Ich rate vor allem, keine spontanen Schnellschüsse zu machen. Der Einsatz von Künstlicher Intelligenz sollte niemals Selbstzweck sein. An erster Stelle sollte gründliche Überlegung und Strategieentwicklung stehen: Was will ich eigentlich erreichen, wobei soll mich KI unterstützen? Ebenso ist einmal die Grundlage zu klären oder zu legen, das heißt einmal die Digitalisierung der Prozesse zu betrachten, da nur über die entsprechenden Daten KI Nutzen stiften kann.


Wenn Sie zehn Jahre in die Zukunft blicken – welche Rolle wird KI Ihrer Meinung nach im Zusammenspiel von Bildung, Wirtschaft und Privatleben in Österreich spielen?

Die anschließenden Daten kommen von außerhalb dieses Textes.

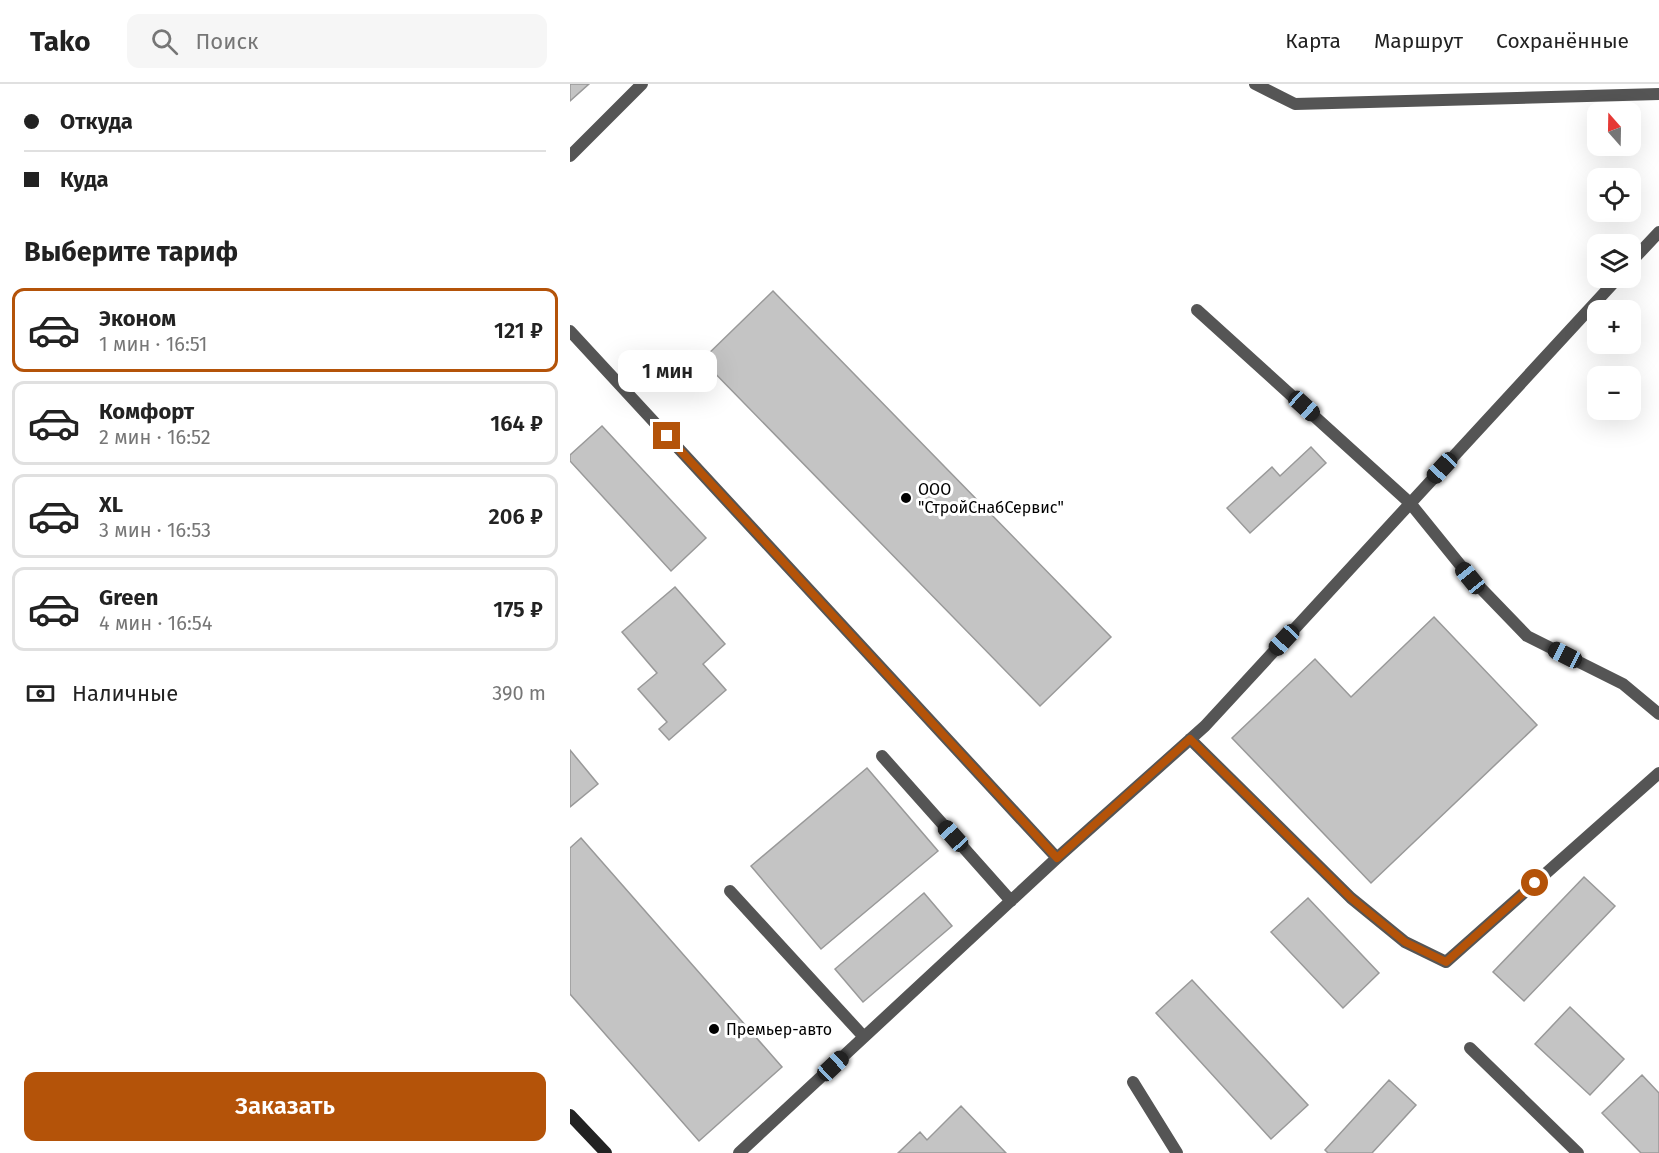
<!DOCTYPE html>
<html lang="ru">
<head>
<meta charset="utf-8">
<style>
  :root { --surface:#fff; --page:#f6f6f6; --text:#222; --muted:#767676; --line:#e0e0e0; --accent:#b45309 }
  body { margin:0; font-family:"Fira Sans",sans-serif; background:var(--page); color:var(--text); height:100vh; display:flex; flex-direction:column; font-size:22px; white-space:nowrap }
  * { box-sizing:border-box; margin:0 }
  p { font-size:20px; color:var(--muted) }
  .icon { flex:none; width:33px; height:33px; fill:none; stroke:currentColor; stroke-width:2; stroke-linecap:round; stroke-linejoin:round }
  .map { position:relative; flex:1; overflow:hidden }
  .side { display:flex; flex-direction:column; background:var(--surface); width:570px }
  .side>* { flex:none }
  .hud { display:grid; align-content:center; height:132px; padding:0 24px; background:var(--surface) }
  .needle { width:39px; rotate:340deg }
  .buttons { position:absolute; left:1017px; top:18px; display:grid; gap:12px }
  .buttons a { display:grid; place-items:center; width:54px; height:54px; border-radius:12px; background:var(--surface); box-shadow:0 6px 24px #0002; font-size:30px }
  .end { position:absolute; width:27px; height:27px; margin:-14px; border:8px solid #b45309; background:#fff; box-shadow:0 0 0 3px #fff }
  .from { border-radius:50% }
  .bubble { position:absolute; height:42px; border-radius:12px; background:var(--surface); box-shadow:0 6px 24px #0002; font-size:20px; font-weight:600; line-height:42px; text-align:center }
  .car { position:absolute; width:18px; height:36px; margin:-18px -9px; border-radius:8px; box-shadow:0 0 4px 2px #0007; background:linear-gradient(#222 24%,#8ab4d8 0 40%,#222 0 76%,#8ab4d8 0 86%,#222 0) }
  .hud b { display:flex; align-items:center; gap:21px; height:57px; font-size:22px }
  .hud b+b { border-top:2px solid var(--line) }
  .hud i { width:15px; height:15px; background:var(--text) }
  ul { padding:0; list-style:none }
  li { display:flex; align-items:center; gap:18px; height:84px; margin:0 12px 9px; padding:0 12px; border:3px solid var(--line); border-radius:12px }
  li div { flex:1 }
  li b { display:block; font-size:22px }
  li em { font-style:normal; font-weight:600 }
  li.selected { border-color:var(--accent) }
  li>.icon { width:54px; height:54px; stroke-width:1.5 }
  h2 { padding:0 24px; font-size:27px; line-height:72px }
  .pay { display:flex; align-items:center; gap:15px; height:66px; padding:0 24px; font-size:22px }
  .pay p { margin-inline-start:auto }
  .primary-button { display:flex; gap:12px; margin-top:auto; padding:12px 24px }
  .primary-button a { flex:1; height:69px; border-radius:12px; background:var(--accent); color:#fff; font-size:24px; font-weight:600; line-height:69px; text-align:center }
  header { display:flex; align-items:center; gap:36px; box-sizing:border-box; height:84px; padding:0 30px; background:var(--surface); border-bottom:2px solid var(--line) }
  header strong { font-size:28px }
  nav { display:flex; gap:33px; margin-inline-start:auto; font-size:21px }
  .search { width:420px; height:54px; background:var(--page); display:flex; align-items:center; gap:15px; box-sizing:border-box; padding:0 21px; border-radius:12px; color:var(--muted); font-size:22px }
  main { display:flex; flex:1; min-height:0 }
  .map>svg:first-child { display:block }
  .building { fill:#c4c4c4; stroke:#999; stroke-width:1.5 }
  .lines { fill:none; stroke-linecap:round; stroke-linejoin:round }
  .service { stroke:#555; stroke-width:12 }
  .secondary { stroke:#222; stroke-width:12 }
  .route { stroke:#b45309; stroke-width:8 }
  .poi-dot { fill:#000; stroke:#fff; stroke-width:2 }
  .labels { text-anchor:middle; stroke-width:6; stroke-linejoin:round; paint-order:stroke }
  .poi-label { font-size:16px; fill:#000; stroke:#fff; text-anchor:start }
</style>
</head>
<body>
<header>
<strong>Tako</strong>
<div class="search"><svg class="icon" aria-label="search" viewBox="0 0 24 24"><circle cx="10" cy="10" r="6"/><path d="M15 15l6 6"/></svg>Поиск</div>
<nav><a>Карта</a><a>Маршрут</a><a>Сохранённые</a></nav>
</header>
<main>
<section class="side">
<div class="hud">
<b><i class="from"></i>Откуда</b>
<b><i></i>Куда</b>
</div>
<h2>Выберите тариф</h2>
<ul>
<li class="selected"><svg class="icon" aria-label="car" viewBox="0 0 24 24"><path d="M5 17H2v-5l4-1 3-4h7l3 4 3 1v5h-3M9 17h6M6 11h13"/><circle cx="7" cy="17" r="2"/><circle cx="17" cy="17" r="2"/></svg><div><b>Эконом</b><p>1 мин · 16:51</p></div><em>121 ₽</em></li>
<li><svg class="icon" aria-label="car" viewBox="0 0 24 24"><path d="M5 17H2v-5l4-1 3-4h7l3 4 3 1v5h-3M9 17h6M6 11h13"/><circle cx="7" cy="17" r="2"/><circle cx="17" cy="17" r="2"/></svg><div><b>Комфорт</b><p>2 мин · 16:52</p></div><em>164 ₽</em></li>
<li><svg class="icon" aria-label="car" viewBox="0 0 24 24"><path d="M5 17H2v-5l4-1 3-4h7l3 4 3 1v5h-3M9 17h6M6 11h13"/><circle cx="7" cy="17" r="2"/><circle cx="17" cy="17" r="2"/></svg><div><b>XL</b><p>3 мин · 16:53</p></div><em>206 ₽</em></li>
<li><svg class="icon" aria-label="car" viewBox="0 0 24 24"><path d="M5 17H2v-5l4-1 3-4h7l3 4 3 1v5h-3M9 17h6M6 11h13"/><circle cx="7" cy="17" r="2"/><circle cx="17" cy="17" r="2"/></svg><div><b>Green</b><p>4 мин · 16:54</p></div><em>175 ₽</em></li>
</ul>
<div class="pay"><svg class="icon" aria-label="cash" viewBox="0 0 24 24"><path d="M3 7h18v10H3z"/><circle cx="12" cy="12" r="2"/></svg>Наличные<p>390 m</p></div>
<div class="primary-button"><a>Заказать</a></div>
</section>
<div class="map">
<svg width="1089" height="1069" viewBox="0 0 1089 1069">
  <rect width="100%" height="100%" fill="#fff"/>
  <path class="building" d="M0,0H19L0,17Z
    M203,207L541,553L470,622L132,276Z
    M32,342L136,454L101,487L0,377V371Z
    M741,363L756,379L680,449L657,424L702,383L710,392Z
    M105,503L155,560L133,580L156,606L99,656L89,645L97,638L68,605L87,589L52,548Z
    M864,533L967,641L801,799L662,654L745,575L781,613Z
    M0,666L28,700L0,723Z
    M297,684L368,767L251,865L181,782Z
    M11,754L212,983L129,1057L0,910V764Z
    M1014,793L1045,822L954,917L923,888Z
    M354,809L382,842L293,918L265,885Z
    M738,814L809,889L773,924L701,848Z
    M622,896L738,1021L701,1055L586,929Z
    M1000,923L1054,975L1020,1011L965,960Z
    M1072,991L1089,1009V1069H1071L1032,1029Z
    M819,996L846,1021L802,1069H758L755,1066Z
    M391,1022L436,1069H328L350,1048L357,1056Z"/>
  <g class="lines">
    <path class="service" d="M685,0L725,20L1089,10
      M0,72L72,0
      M1060,179L1089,148
      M627,226L840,419L900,493L957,552L1053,600L1089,630
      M0,247L487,774
      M620,655L781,814L835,858L876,878L1089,689
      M312,672L441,817
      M160,807L294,953
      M900,964L1008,1069
      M563,998L607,1069
      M169,1069L487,774L635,642L1048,194"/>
    <path class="secondary" d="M0,1031L36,1069"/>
  </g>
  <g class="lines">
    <path class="route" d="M97,352L487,774L620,655L781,814L835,858L876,878L965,799"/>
  </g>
  <g class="poi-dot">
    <circle cx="336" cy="414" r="6"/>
    <circle cx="144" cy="945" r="6"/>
  </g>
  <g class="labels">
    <g class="poi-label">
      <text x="348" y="411">ООО<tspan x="348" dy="18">"СтройСнабСервис"</tspan></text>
      <text x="156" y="951">Премьер-авто</text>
    </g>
  </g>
</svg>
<div class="buttons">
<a><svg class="needle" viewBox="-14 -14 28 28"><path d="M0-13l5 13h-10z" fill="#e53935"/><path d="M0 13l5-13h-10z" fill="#767676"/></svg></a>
<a><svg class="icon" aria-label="locate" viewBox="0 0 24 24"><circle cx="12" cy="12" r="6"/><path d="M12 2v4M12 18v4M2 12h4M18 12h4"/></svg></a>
<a><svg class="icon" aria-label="layers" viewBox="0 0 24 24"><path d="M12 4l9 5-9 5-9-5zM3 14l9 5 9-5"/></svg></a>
<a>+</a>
<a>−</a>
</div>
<i class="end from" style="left:965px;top:799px"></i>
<i class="end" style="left:97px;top:352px"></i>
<div class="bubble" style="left:48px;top:266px;width:99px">1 мин</div>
<i class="car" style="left:734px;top:322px;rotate:132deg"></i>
<i class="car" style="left:872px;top:384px;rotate:223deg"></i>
<i class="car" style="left:900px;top:494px;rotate:321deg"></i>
<i class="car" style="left:714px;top:556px;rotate:223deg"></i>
<i class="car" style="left:995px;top:571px;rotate:297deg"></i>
<i class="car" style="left:383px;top:752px;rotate:318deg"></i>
<i class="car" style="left:263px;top:982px;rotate:47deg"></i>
</div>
</main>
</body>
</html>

Man sieht bereits jetzt, wie umfassend KI alle Bereiche unseres Lebens durchdringt. Das wird sich weiter verstärken, immer mehr Aspekte unseres Lebens werden von KI erledigt werden. Dafür wird es Expert*innen brauchen, die wir an der JKU auch ausbilden. Das 2019 als eines der ersten in Europa eingeführte Studium „Artificial Intelligence“ ist überaus erfolgreich. Zudem ist die JKU ein internationaler Hotspot der KI-Entwicklung: Die JKU betreibt mit dem Institute for Machine Learning und dem LIT AI Lab – unter der Führung von Sepp Hochreiter – seit Jahren europäische Spitzenforschung auf dem Gebiet der Künstlichen Intelligenz (KI). Ich hoffe sehr, dass wir mit unserem Ansatz „Fortschritt nicht um des Fortschritts willen“, sondern den Fortschritt so steuern, dass er den Menschen dient und nicht umgekehrt, Erfolg haben werden. Dann kann die Künstliche Intelligenz tatsächlich zu Verbesserungen in vielen Bereichen führen. Ein Beispiel: Die JKU gründet derzeit ein weiteres Klinisches Forschungsinstitut – Medical Artificial Intelligence. Hier bündelt sich die Expertise verschiedener Fachrichtungen und es wird interdisziplinär geforscht. Das Klinische Forschungsinstitut soll zentrale Anlaufstelle und Drehscheibe für alle wissenschaftlichen Fragestellungen zu Entwicklung und Anwendung von Künstlicher Intelligenz in der Medizin in Oberösterreich werden. Aber klar ist: KI ist ein Werkzeug – und es liegt an uns, dieses Werkzeug achtsam und verantwortungsbewusst einzusetzen. Zum Wohl von Mensch, Gesellschaft und Umwelt.